Koordinator JALA PRT, Lita Anggraini mengatakan bahwa penolakan dari fraksi yang berasal dari partai besar ini kemudian membuat RUU PRT gagal dibahas dalam rapat paripurna DPR RI 16 Juli 2020.

“Sikap fraksi-fraksi dari partai besar yang melakukan penolakan pada RUU PRT menggambarkan watak feodal, diskriminatif dan pengabaian terhadap PRT sebagai rakyat kecil. Padahal seharusnya sudah menjadi tugas konstitusi bahwa konstituen ada di hati, jiwa dan komitmen wakil rakyat di DPR,” kata Lita Anggraini

Sudah 16 tahun sejak diperjuangkan pertamakali di tahun 2004 RUU PRT mangkrak di DPR. Padahal sebenarnya yang diminta PRT Indonesia sebenarnya tak pernah muluk yaitu: ada perlindungan upah bagi PRT, ada jaminan sosial dimana majikan membayar Jamsostek sebesar Rp. 36.800 perbulan, ada waktu libur untuk PRT karena selama ini PRT bekerja tak mengenal waktu dan tak ada jam kerja, diberikan waktu untuk ibadah, PRT diberikan perjanjian kerja, pemerintah menyediakan Balai Pelatihan Kerja (BLK) untuk PRT karena selama ini PRT tidak pernah mendapatkan pelatihan kerja, ada pengawasan dari pengurus lingkungan di rumah seperti RT dan RW ketika ada kekerasan yang menimpa PRT dan harus ada aturan tidak boleh mempekerjakan PRT anak. Namun permintaan yang tak muluk inipun tak pernah disetujui hingga 16 tahun perjuangannya.

Hingga kini, 5 juta PRT bekerja tanpa status: tidak diakui sebagai buruh karena tidak masuk dalam UU Ketenagakerjaan 13/2003 dan bekerja tanpa perlindungan. Situasi rentan ini yang membuat banyak PRT mendapatkan kekerasan di tempat kerja, perendahan dan diskriminasi ketika bekerja.

Aliansi Stop Kekerasan dan Pelecehan di Dunia Kerja mencatat persoalan yang menimpa PRT antaralain: PRT mendpatkan beban kerja yang tidak terbatas, pemberlakuan jam kerja yang panjang (bisa melebihi 16 jam per hari), tidak ada waktu istirahat yang jelas, tidak ada libur mingguan dan cuti tahunan, tidak ada jaminan social, kekerasan psikis meliputi: intimidasi, isolasi, dan caci maki, kekerasan fisik meliputi: pemukulan, penganiayaan tanpa/dengan alat/benda, pelecehan dan atau kekerasan seksual, kekerasan karena perdagangan manusia, kekerasan ekonomi: upah rendah, THR tidak dibayar, PHK, dll

Sikap yang ditunjukkan Bamus DPR RI ini menunjukkan DPR yang tak punya keberpihakan pada rakyat kecil seperti PRT.

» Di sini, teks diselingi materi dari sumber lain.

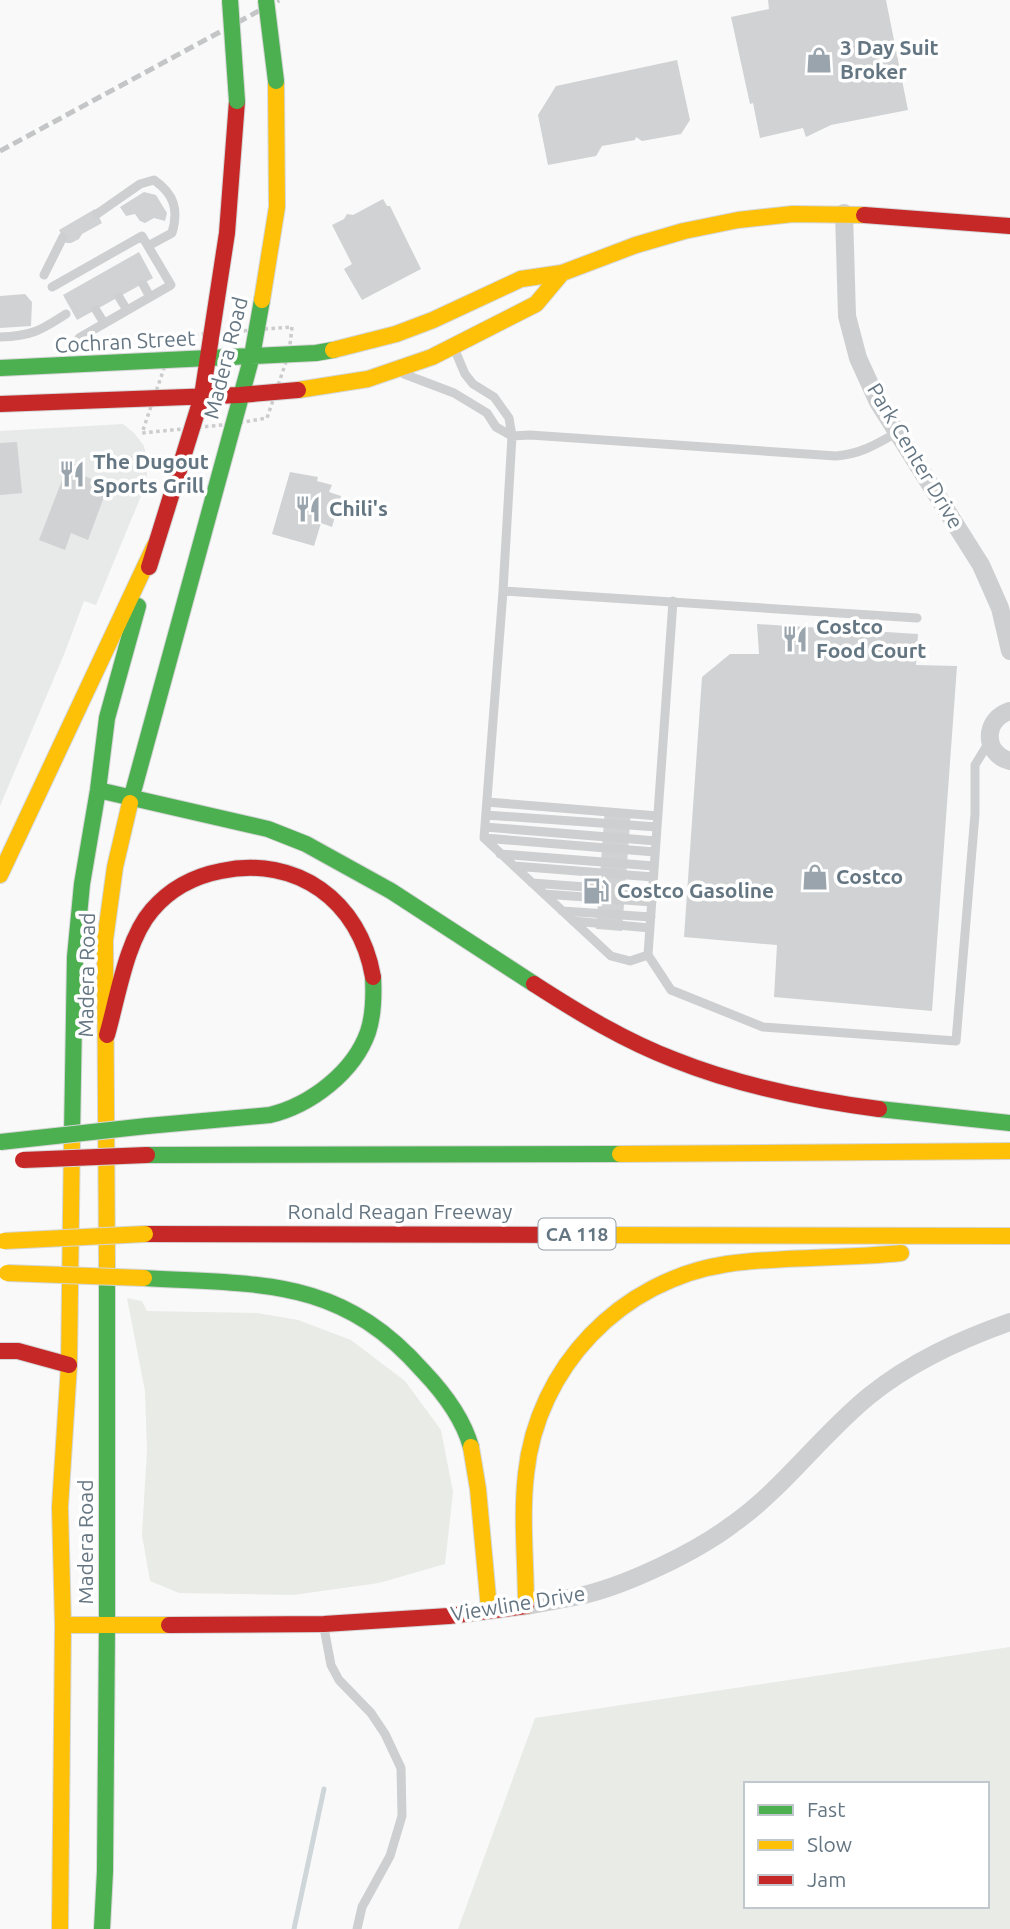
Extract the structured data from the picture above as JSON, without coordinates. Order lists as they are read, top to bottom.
{
  "streets": {
    "main road": [
      "Cochran Street",
      "Madera Road",
      "Ronald Reagan Freeway",
      "CA 118",
      "Viewline Drive"
    ],
    "street": ["Park Center Drive"]
  },
  "crossings": [
    ["Cochran Street", "Madera Road"],
    ["Cochran Street", "Park Center Drive"],
    ["Madera Road", "Viewline Drive"]
  ],
  "places": {
    "shop": ["3 Day Suit Broker", "Costco"],
    "restaurant": ["The Dugout Sports Grill", "Chili's", "Costco Food Court"],
    "fuel station": ["Costco Gasoline"]
  },
  "legend": ["Fast", "Slow", "Jam"]
}
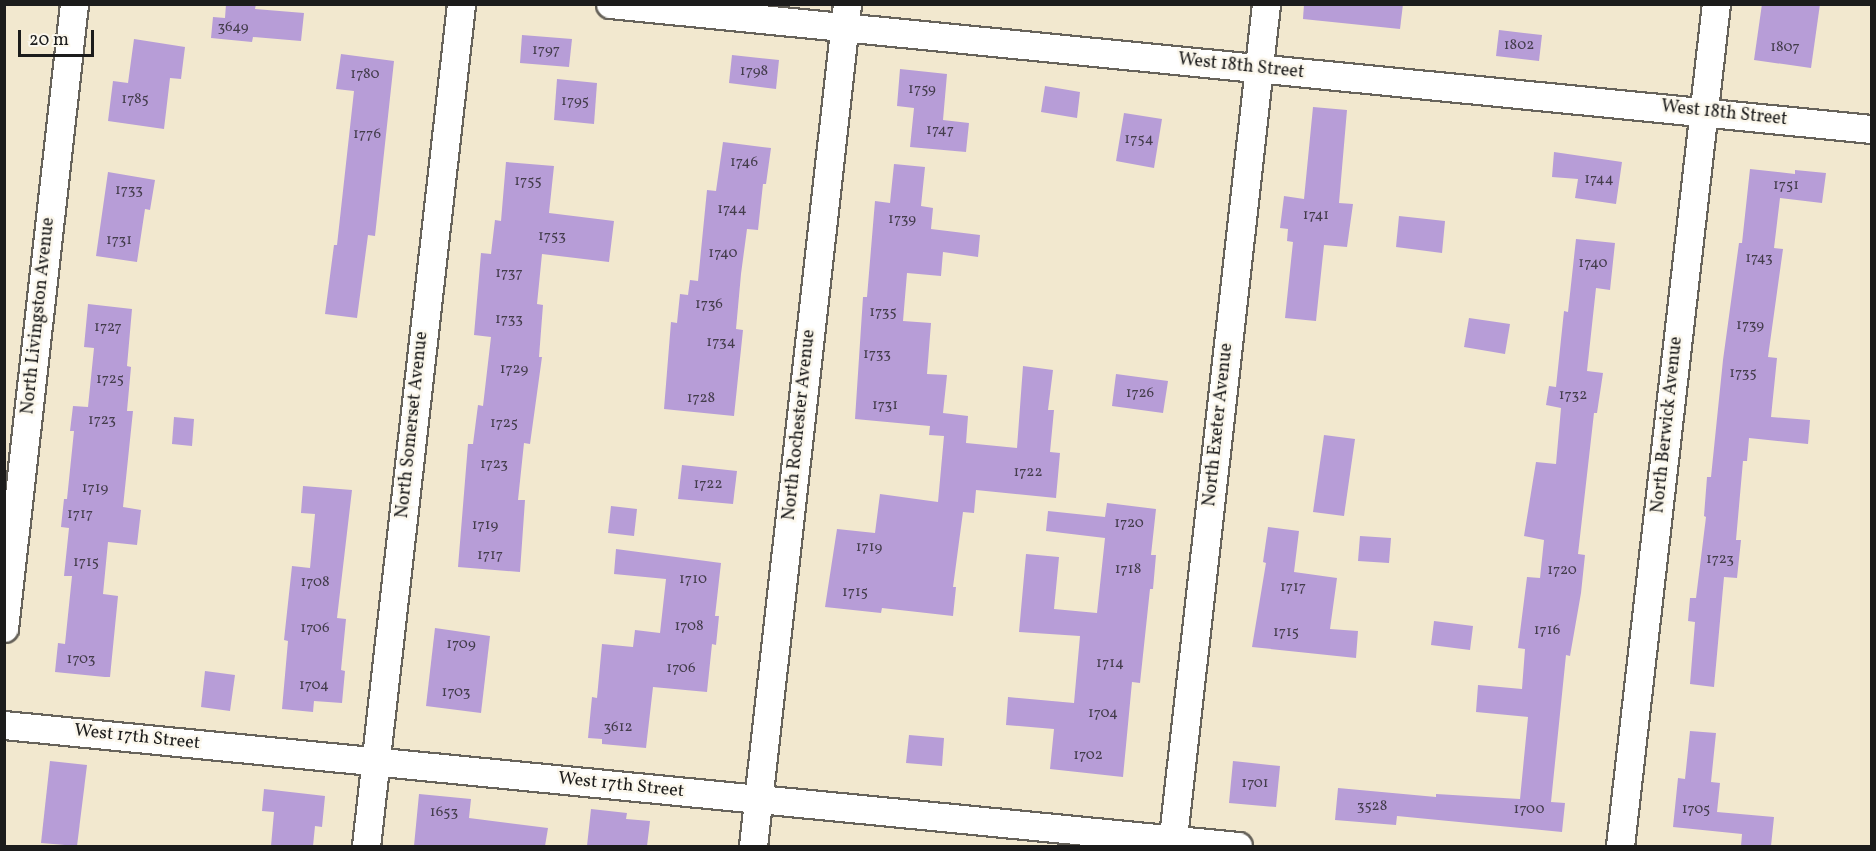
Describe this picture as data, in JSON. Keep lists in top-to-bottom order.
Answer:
{
  "streets": {
    "street": [
      "West 18th Street",
      "North Livingston Avenue",
      "North Somerset Avenue",
      "North Rochester Avenue",
      "North Exeter Avenue",
      "North Berwick Avenue",
      "West 17th Street"
    ]
  },
  "crossings": [
    ["West 18th Street", "North Rochester Avenue"],
    ["West 18th Street", "North Exeter Avenue"],
    ["West 18th Street", "North Berwick Avenue"],
    ["North Somerset Avenue", "West 17th Street"],
    ["North Rochester Avenue", "West 17th Street"],
    ["North Exeter Avenue", "West 17th Street"]
  ],
  "house_numbers": [
    "3649",
    "1802",
    "1807",
    "1797",
    "1798",
    "1780",
    "1759",
    "1785",
    "1795",
    "1747",
    "1776",
    "1754",
    "1746",
    "1744",
    "1755",
    "1751",
    "1733",
    "1744",
    "1741",
    "1739",
    "1753",
    "1731",
    "1740",
    "1743",
    "1740",
    "1737",
    "1736",
    "1735",
    "1733",
    "1739",
    "1727",
    "1734",
    "1733",
    "1729",
    "1735",
    "1725",
    "1726",
    "1732",
    "1728",
    "1731",
    "1723",
    "1725",
    "1723",
    "1722",
    "1722",
    "1719",
    "1717",
    "1720",
    "1719",
    "1719",
    "1717",
    "1723",
    "1715",
    "1718",
    "1720",
    "1710",
    "1708",
    "1717",
    "1715",
    "1708",
    "1706",
    "1716",
    "1715",
    "1709",
    "1703",
    "1714",
    "1706",
    "1704",
    "1703",
    "1704",
    "3612",
    "1702",
    "1701",
    "3528",
    "1700",
    "1705",
    "1653"
  ],
  "scale_bar": "20 m"
}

Maka dalam pernyataan sikap yang diterima Konde,co, Aliansi Stop Kekerasan dan Pelecehan di Dunia Kerja menuntut kepada DPR RI untuk menolak sikap Bamus DPR RI karena tidak mencerminkan wakil rakyat.

“Kami juga mendesak DPR RI agar membahas dalam rapat paripurna DPR RI 16 Juli 2020 dan mengajak masyarakat memprotes DPR yang gagal membahas RUU PRT dalam rapat paripurna DPRI RI 16 Juli 2020,” kata Lita Anggraini.

Aliansi Stop Kekerasan dan Pelecehan di Dunia Kerja: adalah aliansi yang terdiri dari kurang lebih 100 serikat buruh dan organisasi seperti Konfederasi Serikat Pekerja Nasional (KSPN), Konfederasi Serikat Buruh Seluruh Indonesia (KSBSI), Serikat Pekerja Media dan Industri Kreatif untuk Demokrasi (Serikat SINDIKASI), Federasi Buruh Lintas Pabrik (FBLP), Serikat Pekerja Nasional (SPN), Konfederasi Serikat Pekerja Indonesia (KSPI), Konfederasi Persatuan Buruh Indonesia (KPBI), Komite Perempuan IndustriALL Indonesia Council, FSP TSK- KSPSI, Jaringan Nasional Advokasi Pekerja Rumah Tangga (JALA PRT), dll

(Foto/ Ilustrasi: Pixabay)

Tim Konde.co

Konde.co lahir pada 8 Maret 2016 untuk mengelola ruang publik dari sudut pandang perempuan dan minoritas sebagai bagian dari kesadaran dan daya kritis, menghadirkan penerbitan artikel di website, produksi video/ film, dan informasi/ pengetahuan publik.Kini dikelola oleh individu-individu yang mempunyai kesamaan dalam memandang perempuan dan minoritas.
Republikasi artikel ini, klik tombol di bawah

Creative Commons License

1. Silakan lakukan republikasi namun tidak boleh mengedit artikel ini, cantumkan nama penulis, dan sebut bahwa artikel ini sumbernya dari konde.co, tautkan URL dari artikel asli di kata “konde.co”. Anda bebas menerbitkan ulang artikel ini baik online maupun cetak di bawah lisensi Creative Commons.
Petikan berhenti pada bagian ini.